My forecast continues to suggest that the Conservatives will finish with a healthy lead in vote share, and a large majority. I thought it helpful to explain why.

This post is based on the forecast as it stood on the Monday morning prior to the election.

Current polls

Let's start with the current polls. An average of the last six polls (from Survation, ICM, ComRes, YouGov, Opinium, and ICM) has the race like this:

  • Conservatives: 43.5%
  • Labour: 37.4%
  • LDem: 7.5%

or a lead of six percent.

Current polls (2)

Because different polling companies have different approaches, and because those different approaches materially affect their top-line figures, a simple average can give very different results depending on which polling companies are included. I use a model to combine polls. It tries to model pollsters' different house effects, on the assumption that these on average cancel out. The model has the race like this:

  • Conservatives: 42.4%
  • Labour: 38.2%
  • LDem: 7.5%

or a lead of just over four percent. This is probably because ICM feature twice in the simple average above, and because ICM produce higher Conservative leads.

Election day polls

Why then is my forecast so bullish about the Conservatives' prospects? In part, it's because of movement I expect to happen between now and the day of the election in the polls. I described how I model this in a previous post, but generally Labour do badly in the run-in to elections.
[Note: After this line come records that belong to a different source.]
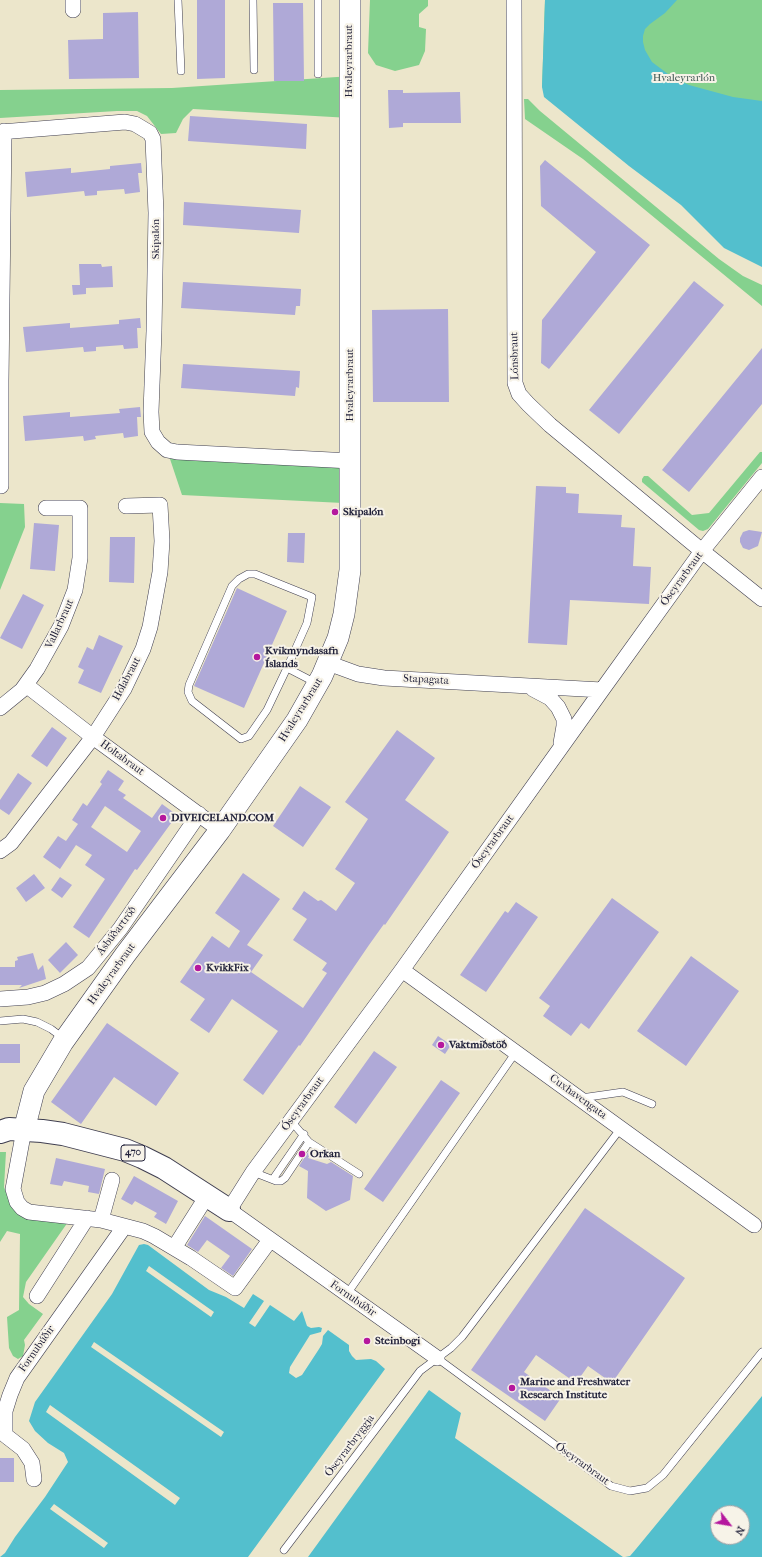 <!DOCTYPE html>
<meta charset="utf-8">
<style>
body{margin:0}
#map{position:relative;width:762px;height:1557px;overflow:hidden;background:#ece6cb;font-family:"IM FELL French Canon",serif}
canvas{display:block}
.north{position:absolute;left:710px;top:1505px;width:40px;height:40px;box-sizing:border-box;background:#f7f3e8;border:1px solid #a29fa3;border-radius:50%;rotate:121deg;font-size:11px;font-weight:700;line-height:16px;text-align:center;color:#22223b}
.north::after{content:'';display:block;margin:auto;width:14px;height:18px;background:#b5179e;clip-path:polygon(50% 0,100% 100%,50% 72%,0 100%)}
</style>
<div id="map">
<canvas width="762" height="1557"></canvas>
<div class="north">N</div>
</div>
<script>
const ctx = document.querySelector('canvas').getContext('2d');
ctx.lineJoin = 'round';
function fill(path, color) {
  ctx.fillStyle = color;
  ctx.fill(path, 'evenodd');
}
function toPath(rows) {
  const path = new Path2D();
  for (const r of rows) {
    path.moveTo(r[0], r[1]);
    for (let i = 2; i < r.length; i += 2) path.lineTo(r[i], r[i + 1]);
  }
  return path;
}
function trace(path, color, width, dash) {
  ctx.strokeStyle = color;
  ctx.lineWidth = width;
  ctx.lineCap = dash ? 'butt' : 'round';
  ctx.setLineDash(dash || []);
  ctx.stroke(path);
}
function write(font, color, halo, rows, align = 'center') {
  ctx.font = font + ' "IM FELL French Canon",serif';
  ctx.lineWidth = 4;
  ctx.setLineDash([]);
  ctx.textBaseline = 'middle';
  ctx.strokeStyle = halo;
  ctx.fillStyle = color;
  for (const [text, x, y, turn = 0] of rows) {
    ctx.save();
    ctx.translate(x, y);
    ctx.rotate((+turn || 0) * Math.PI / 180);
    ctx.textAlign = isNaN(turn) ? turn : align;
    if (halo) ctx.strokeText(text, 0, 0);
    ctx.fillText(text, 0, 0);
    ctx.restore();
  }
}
fill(toPath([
 [370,0,428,0,428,6,419,14,419,27,426,29,425,51,419,65,395,71,376,65,368,53],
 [545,0,762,0,762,212,542,87],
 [352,76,350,118,193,109,183,119,176,133,161,134,147,116,137,111,117,111,0,118,0,90,172,88],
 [524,99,528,99,540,111,719,259,743,276,762,285,762,306,583,159,525,119],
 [760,452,762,452,762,463,708,529,703,531,699,530,642,482,642,479,644,476,648,476,692,515,709,513],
 [342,455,343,503,182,495,169,456],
 [0,503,24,504,25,527,0,590],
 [0,1152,6,1152,4,1187,13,1209,18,1214,68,1222,26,1282,23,1297,29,1304,43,1314,24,1340,25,1345,23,1356,18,1359,13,1356,9,1348,7,1317,19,1310,20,1234,7,1231,0,1242]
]), '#85d18e');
fill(toPath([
 [545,0,677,0,665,13,650,24,645,29,643,36,643,42,645,50,652,62,672,77,689,85,733,97,762,101,762,267,724,248,681,205,629,166,544,97,542,87],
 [144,1244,148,1245,209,1290,226,1297,244,1308,253,1294,264,1301,249,1323,255,1327,270,1305,294,1321,302,1311,307,1326,311,1328,319,1327,322,1328,321,1332,310,1335,290,1367,289,1373,296,1378,302,1375,319,1349,322,1344,323,1336,328,1330,349,1345,349,1351,352,1356,356,1360,371,1359,376,1361,385,1369,248,1557,0,1557,5,1553,15,1537,45,1497,68,1462,64,1453,48,1443,35,1431,29,1421,35,1402,112,1294,139,1245],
 [429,1390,461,1413,455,1438,623,1557,308,1557],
 [762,1396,762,1557,625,1557,630,1556,636,1549],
 [718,1513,742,1513,742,1537,718,1537]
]), '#53bfcd');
fill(toPath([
 [149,1266,214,1312,211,1317,146,1271],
 [94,1342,224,1432,221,1437,91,1347],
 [50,1405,180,1498,175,1505,46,1412],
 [54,1504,108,1543,104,1548,50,1509]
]), '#ece6cb');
fill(toPath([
 [197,0,225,0,225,78,197,79],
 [273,3,303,3,304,81,274,81],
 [138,12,139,78,69,79,68,40,103,39,103,13],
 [388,90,403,90,403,93,460,92,461,123,403,123,403,127,389,128],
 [190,116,307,124,306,149,188,141],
 [545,160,650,245,549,369,541,363,542,320,596,252,541,206,540,166],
 [141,163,142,173,138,173,140,192,125,194,124,189,97,191,97,195,85,196,84,191,27,197,25,172,71,168,71,173,110,169,110,166],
 [184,202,301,210,299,233,183,225],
 [79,264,101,264,102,267,112,266,113,287,86,288,86,294,73,295,72,285,80,285],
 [694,281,724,305,619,434,589,410],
 [183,282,301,289,300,306,296,306,295,315,181,308],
 [448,309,449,402,373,402,372,310],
 [140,318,141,328,137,328,138,348,124,349,123,345,96,347,96,351,84,352,83,347,26,352,23,327,70,323,70,328,119,324,119,320],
 [762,348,762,404,689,492,662,470],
 [183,364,300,371,299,388,296,387,295,396,181,388],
 [140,407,141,417,137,417,138,436,124,438,123,433,95,436,96,439,84,441,83,436,25,441,23,416,70,412,70,417,120,413,119,409],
 [536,486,566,487,566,493,579,494,578,513,622,515,621,527,635,528,633,566,651,567,649,604,570,600,567,645,528,643],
 [34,523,59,525,55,571,30,569],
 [749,530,762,532,758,546,749,550,743,548,740,542,740,538,743,532],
 [288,533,305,533,304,563,287,562],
 [110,537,135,537,134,583,109,582],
 [237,588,287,611,244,708,194,686],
 [23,594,44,605,22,649,0,638],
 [99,635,123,646,101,693,78,683,84,670,78,667,87,647,93,650],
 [52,727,67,738,47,767,31,756],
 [397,730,435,758,405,800,449,832,385,925,384,924,369,945,300,1046,299,1045,263,1095,243,1080,278,1031,232,999,209,1033,190,1020,205,999,180,982,212,936,229,948,240,931,215,913,243,873,280,899,247,945,263,955,251,972,303,1008,327,973,322,970,327,963,293,940,307,919,292,909,304,891,318,901,321,900,336,911,355,883,335,869,368,819,345,802],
 [108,770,124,781,118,790,126,795,123,798,152,818,162,804,177,815,137,870,135,869,89,938,73,927,105,879,85,865,92,855,76,845,60,869,43,857,58,836,66,841,78,824,72,820,83,803,87,806,102,784,100,782],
 [105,806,141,831,127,852,91,827],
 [18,773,32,783,9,815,0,809,0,800],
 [300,786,331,807,303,847,273,826],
 [34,874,45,888,26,902,16,888],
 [60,877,72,885,62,898,51,890],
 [612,898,659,932,589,1029,581,1023,571,1036,543,1016,550,1006,539,998],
 [516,902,538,917,486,992,460,975,505,911,508,913],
 [66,942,78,955,60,973,48,960],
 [33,953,38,970,43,965,46,979,19,988,22,985,0,985,0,967,15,967,15,961,18,960,17,957],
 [691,956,739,991,686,1066,637,1031],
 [107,1023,179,1073,156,1106,114,1077,81,1124,51,1102],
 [438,1036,451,1045,445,1054,432,1045],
 [0,1044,20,1044,20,1063,0,1063],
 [374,1051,397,1067,356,1124,334,1107],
 [441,1080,460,1093,383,1202,364,1189],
 [310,1149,313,1150,308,1158,327,1164,331,1162,353,1176,350,1200,326,1211,307,1198,308,1171,299,1166],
 [56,1158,105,1169,99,1194,88,1192,89,1186,64,1181,62,1186,50,1184],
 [134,1176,178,1201,166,1224,154,1217,157,1213,135,1201,132,1205,121,1199],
 [585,1208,685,1278,612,1383,588,1366,576,1383,536,1355,524,1372,561,1398,545,1421,471,1370],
 [205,1216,252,1249,233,1276,221,1268,230,1256,207,1240,198,1252,187,1245],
 [0,1458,14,1458,14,1482,0,1482]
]), '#afa9d7');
const lane = toPath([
 [178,0,181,71],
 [253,0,254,70],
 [318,74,318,0],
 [287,668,267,710,249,736,241,739,192,701,188,692,189,685,232,586,239,579,248,574,255,574,312,597,307,623,287,668,316,683],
 [0,1021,23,1019,37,1022,51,1029,63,1038],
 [581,1098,623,1092,652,1104],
 [309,1142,359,1174],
 [253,1172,276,1181,281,1181,285,1178,309,1142,291,1121],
 [273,1179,304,1134],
 [347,1294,516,1052],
 [437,1358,603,1480,611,1486,630,1491,647,1488,663,1475,762,1352],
 [284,1550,420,1371,451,1348,462,1337,621,1128]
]);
const street = toPath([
 [73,0,73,10],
 [514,0,515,383,519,394,528,404,550,425,702,551,762,599],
 [0,132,125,122,135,124,150,133,153,139,156,213,154,331,151,412,152,432,158,442,167,450,177,452,351,461],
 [1,486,1,381,4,131],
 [328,663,358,674,384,678,602,690],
 [26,685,93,737,220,830],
 [533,689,550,698,558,707,564,719,564,726,561,743],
 [0,708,22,690,37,669,61,626,75,590,80,558,80,508,46,508],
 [0,851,11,843,93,737,124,689,143,649,150,627,160,572,162,541,160,505,126,506],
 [402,970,754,1225],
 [0,999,28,997,45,993,64,984,88,968,120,929,199,814],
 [24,1130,13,1189,17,1202,22,1208,29,1212,101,1220,143,1231,154,1236,191,1258,235,1288,270,1240],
 [101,1220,112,1180],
 [174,1248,207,1196],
 [37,1296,87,1218],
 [437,1358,229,1210,253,1172,402,970,602,690,702,551,762,477],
 [34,1479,32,1463,23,1449,5,1435,5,1411,10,1395,17,1378,124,1227]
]);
const secondary = toPath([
 [24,1130,34,1091,63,1042,125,955,220,830,297,720,322,676,338,638,344,614,350,570,350,0]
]);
const primary = toPath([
 [0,1132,9,1129,42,1131,63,1134,125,1150,142,1157,164,1168,229,1210]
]);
trace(lane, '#403f51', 8);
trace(street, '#403f51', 16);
trace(secondary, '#403f51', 22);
trace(primary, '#403f51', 24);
trace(lane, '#fff', 7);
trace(street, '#fff', 15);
trace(secondary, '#fff', 21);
trace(primary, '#fff', 22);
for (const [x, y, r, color] of [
 [335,512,4,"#b5179e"],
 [257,657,4,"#b5179e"],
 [163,818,4,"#b5179e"],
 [198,968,4,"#b5179e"],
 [441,1045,4,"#b5179e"],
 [302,1154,4,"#b5179e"],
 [367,1341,4,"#b5179e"],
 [512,1388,4,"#b5179e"]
]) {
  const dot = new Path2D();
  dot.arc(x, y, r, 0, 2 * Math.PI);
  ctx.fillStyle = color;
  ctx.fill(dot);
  trace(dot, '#f7f3e8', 1.5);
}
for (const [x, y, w] of [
 [133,1153,24]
]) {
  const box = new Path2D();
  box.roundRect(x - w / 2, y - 8, w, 16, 3);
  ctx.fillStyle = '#f7f3e8';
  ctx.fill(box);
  trace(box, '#22223b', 1);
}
write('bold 10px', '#22223b', null, [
 ["470",133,1153]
]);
write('11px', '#22223b', '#f7f3e8', [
 ["Hvaleyrarbraut",349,61,-90],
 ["Skipalón",156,239,-90],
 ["Lónsbraut",515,356,-91],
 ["Hvaleyrarbraut",350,385,-90],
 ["Óseyrarbraut",682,579,-54],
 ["Vallarbraut",60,624,-65],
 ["Hólabraut",127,679,-62],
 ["Stapagata",426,680,3],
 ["Hvaleyrarbraut",301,710,-58],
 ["Holtabraut",122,758,36],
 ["Óseyrarbraut",493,842,-54],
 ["Ásbúðartröð",117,931,-53],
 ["Hvaleyrarbraut",112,974,-54],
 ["Cuxhavengata",578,1097,36],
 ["Óseyrarbraut",303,1104,-54],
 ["Fornubúðir",353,1299,35],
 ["Fornubúðir",37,1349,-55],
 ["Óseyrarbryggja",350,1446,-53],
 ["Óseyrarbraut",582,1464,36]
]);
write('11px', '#405754', '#f7f3e8', [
 ["Hvaleyrarlón",684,78]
]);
write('bold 11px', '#22223b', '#f7f3e8', [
 ["Skipalón",343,512],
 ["Kvikmyndasafn",265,651],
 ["Íslands",265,664],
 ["DIVEICELAND.COM",171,818],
 ["KvikkFix",206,968],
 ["Vaktmiðstöð",449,1045],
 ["Orkan",310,1154],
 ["Steinbogi",375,1341],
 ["Marine and Freshwater",520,1382],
 ["Research Institute",520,1395]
], 'left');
</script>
This means that I expect their share to go down. That means that the final day polls ought to look like this.

  • Conservatives 42.7 (95% forecast interval: 38, 47)
  • Labour 35.2 (31, 39)
  • LDem 7.9 (5, 11)

(You'll see that I've added forecast intervals to the list now. This means that although I think that the Labour vote share will go down in the polls, I'm not 100% confident that it will. I'm only 95% confident it'll end up in the range between 31 and 39. These intervals aren't this wide because I'm hedging. These are the intervals that a particular regression model produces when fed with data from 1979 onwards. Want tighter forecast intervals? Go back in time and make opinion change more predictable).

Polling errors

That gives a Conservative lead of seven and a half percentage points. That would probably be sufficient for a majority, but perhaps not a very healthy one. The final step in reaching my forecast vote share is to make assumptions about errors in the polls. On the basis of general elections since 1979, I'm going to assume that the average of the polls (more specifically, my model output, which takes account of the house effects of different companies) is going to over-estimate Labour, and under-estimate the Conservatives. (See the Polling Inquiry Report for details). This, plus some other unrelated changes to do with candidacy, gives…
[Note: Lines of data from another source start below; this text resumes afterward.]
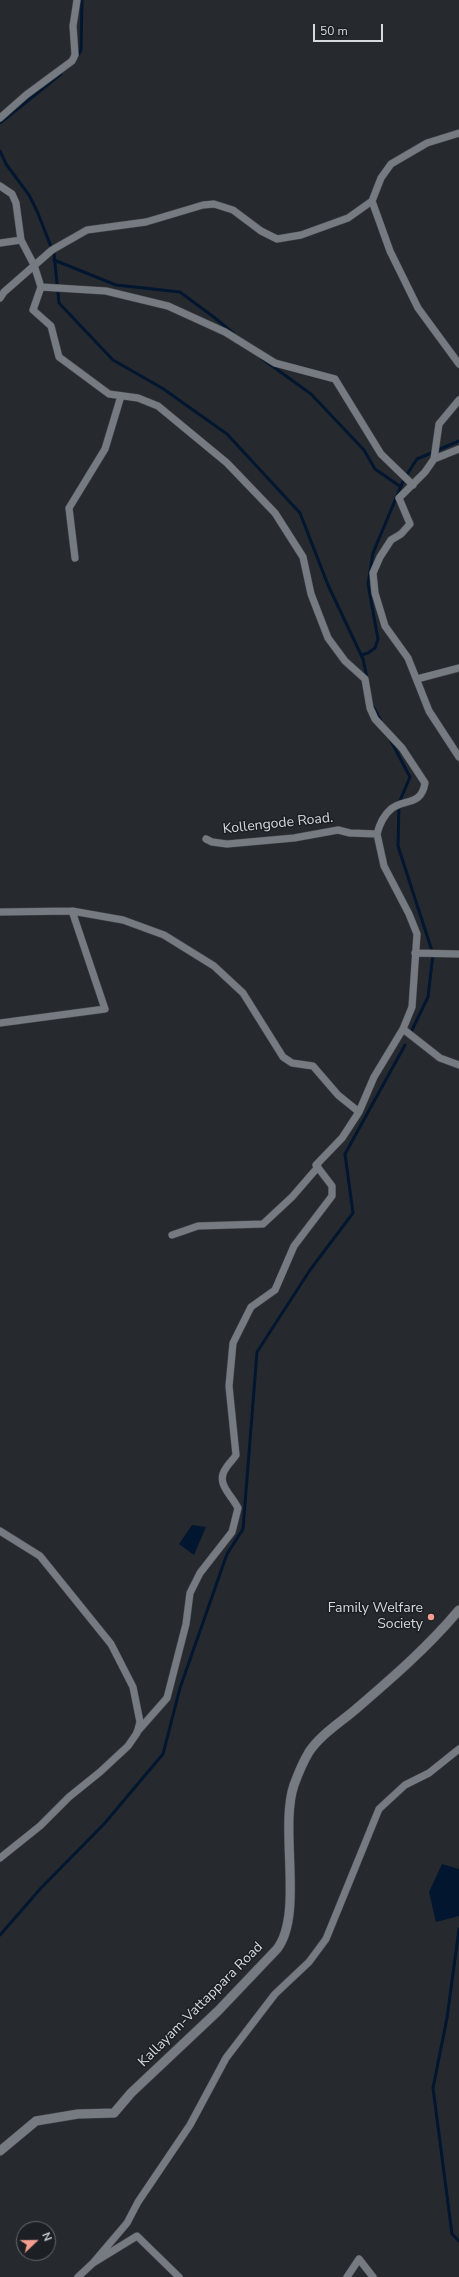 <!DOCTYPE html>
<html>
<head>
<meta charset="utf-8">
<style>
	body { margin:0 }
	#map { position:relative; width:459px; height:2277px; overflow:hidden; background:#262a2f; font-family:"Nunito Sans",sans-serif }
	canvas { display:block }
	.north { position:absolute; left:16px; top:2221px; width:40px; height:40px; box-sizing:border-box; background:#1c2025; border:1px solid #666a6f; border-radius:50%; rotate:68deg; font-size:11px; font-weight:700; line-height:16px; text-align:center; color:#d6d9dd }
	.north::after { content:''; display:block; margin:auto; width:14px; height:18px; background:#f59d8e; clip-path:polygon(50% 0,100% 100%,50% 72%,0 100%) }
	.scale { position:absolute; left:313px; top:24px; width:70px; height:18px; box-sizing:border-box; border:2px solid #d6d9dd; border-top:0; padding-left:5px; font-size:12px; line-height:14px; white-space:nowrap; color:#d6d9dd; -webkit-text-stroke:3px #1c2025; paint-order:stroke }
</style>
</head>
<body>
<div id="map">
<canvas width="459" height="2277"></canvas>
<div class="north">N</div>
<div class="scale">50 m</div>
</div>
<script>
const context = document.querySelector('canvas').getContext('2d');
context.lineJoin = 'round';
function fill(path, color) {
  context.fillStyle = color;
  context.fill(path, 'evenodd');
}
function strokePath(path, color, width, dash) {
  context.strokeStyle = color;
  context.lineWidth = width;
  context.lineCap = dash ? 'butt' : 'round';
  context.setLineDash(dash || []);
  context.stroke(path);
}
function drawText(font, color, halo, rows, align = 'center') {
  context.font = font + ' "Nunito Sans",sans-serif';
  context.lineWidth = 3;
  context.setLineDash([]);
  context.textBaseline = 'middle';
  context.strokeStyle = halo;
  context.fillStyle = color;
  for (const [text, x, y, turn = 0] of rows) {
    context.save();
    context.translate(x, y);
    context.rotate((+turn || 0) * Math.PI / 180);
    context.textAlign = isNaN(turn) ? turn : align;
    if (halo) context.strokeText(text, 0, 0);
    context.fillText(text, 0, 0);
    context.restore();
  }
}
fill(new Path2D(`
	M192 1525 206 1527 194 1555 179 1544Z
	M442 1864 459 1869V1916L436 1922 429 1892Z`), '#02162f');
strokePath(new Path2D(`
	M77 57 81 50 82 0
	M0 123 61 74
	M0 151 6 164 29 195 37 211 54 254 59 303 113 360 162 388 227 434 300 513 328 585 363 659 367 678
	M54 260 116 285 180 292 215 318 234 334
	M261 358 311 394 364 450 375 469 401 487
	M361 655 368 653 375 648 378 639 368 584 373 553 404 479 417 459 459 441
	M374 708 381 721
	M390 739 410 777 399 803 398 846 433 954 428 997 412 1030
	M459 1929 447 2018 433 2088 452 2234 459 2241
	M0 1935 41 1888 104 1824 163 1754 180 1688 227 1554 243 1529 257 1352 310 1270 353 1213 345 1154 405 1045`), '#02162f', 3);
const minor = new Path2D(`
	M0 118 26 95 72 61 75 55 73 26 77 0
	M0 186 12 194 16 203 21 240 34 265 41 287 33 310 51 326 59 357 109 394 138 398 158 406 227 463 275 513 303 557 311 594 328 638 345 661 365 679 370 708 375 719 402 748 425 783C421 807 404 798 391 809 384 815 379 826 377 834L384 866 409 914 417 934 412 1007 403 1029 374 1077 359 1112 342 1138 316 1165 332 1186V1196L294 1246 275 1290 251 1307 233 1343 229 1386 236 1455C233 1460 229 1463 226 1468 215 1483 231 1494 238 1508L232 1532 200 1573 190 1593 186 1624 167 1698 137 1732
	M372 201 390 251 418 308 459 364
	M0 243 21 240
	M41 287 106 291 168 306 225 332 275 363 335 379 381 454 413 485
	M0 298 4 292 52 250 87 230 146 222 203 205 214 204 233 210 261 231 277 239 301 235 348 218 372 201 381 178 391 164 427 143 459 133
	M459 449 434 459 425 472 399 498 410 524 401 534 391 540 380 557 373 573 375 593 385 626 408 658 429 711 459 757
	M434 459 439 424 459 400
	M75 558 69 508 105 449 121 396
	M417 679 459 668
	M206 839 212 842 227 844 294 838 338 830 350 833 377 834
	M72 911 123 920 164 935 214 966 243 993 283 1057 292 1063 313 1066 338 1095 359 1112
	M0 912 72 911 105 1009 0 1023
	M415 953 459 954
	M403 1029 440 1058 459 1065
	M172 1235 198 1226 263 1224 292 1197 318 1167
	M0 1531 40 1556 111 1644 133 1687 140 1722 137 1733 128 1746 100 1772 69 1797 40 1826 0 1858
	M93 2263 127 2223 138 2202 190 2125 226 2058 275 1994 309 1962 326 1939 379 1809 405 1785 429 1773 459 1749
	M78 2277 93 2263 137 2236 179 2277
	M347 2277 359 2259 373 2277`);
const tertiary = new Path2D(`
	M0 2151 36 2121 78 2114 114 2113 131 2093 218 2011 277 1949C304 1914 279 1828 294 1785 298 1774 303 1762 309 1752 320 1735 341 1722 356 1709 392 1678 428 1647 459 1610`);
strokePath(minor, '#43464a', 8);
strokePath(tertiary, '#43464a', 10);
strokePath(minor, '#767b81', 7);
strokePath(tertiary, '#767b81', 9);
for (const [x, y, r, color] of [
	[431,1617,4,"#f59d8e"]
]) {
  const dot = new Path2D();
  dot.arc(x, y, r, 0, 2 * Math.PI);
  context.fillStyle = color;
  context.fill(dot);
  strokePath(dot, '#1c2025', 1.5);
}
drawText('14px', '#d6d9dd', '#1c2025', [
	["Kollengode Road.",278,824,-6],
	["Kallayam-Vattappara Road",201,2005,-45]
]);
drawText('14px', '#d6d9dd', '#1c2025', [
	["Family Welfare",423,1609],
	["Society",423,1625]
], 'right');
</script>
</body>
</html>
  • Conservatives: 43.6% (38, 49)
  • Labour: 33.3% (28, 38)
  • LDem: 8.5% (4, 13)

for a Conservative lead of just over ten percentage points.

What if you're wrong?

I might well be wrong, in the sense that the actual outcome is quite far from what I forecast to be the most likely outcome.

You can tell that, because my forecast intervals are so wide. These intervals are a feature, not a bug.

Hopefully, I won't be wrong in the sense that the outcomes land outside these 95% forecast intervals (… or wrong in the sense that far more than 20% of outcomes fall outside the 80% forecast intervals, or wrong in the sense that far more than 50% of outcomes fall outside the 50% forecast intervals).

Some of the ways in which I'm wrong will be self-correcting. If I'm wrong about campaign movements, we'll know over the next couple of days, and future forecasts will reflect this.

However, if I'm wrong about polling industry error, we'll only know on the night.

Isn’t that what makes it so much fun?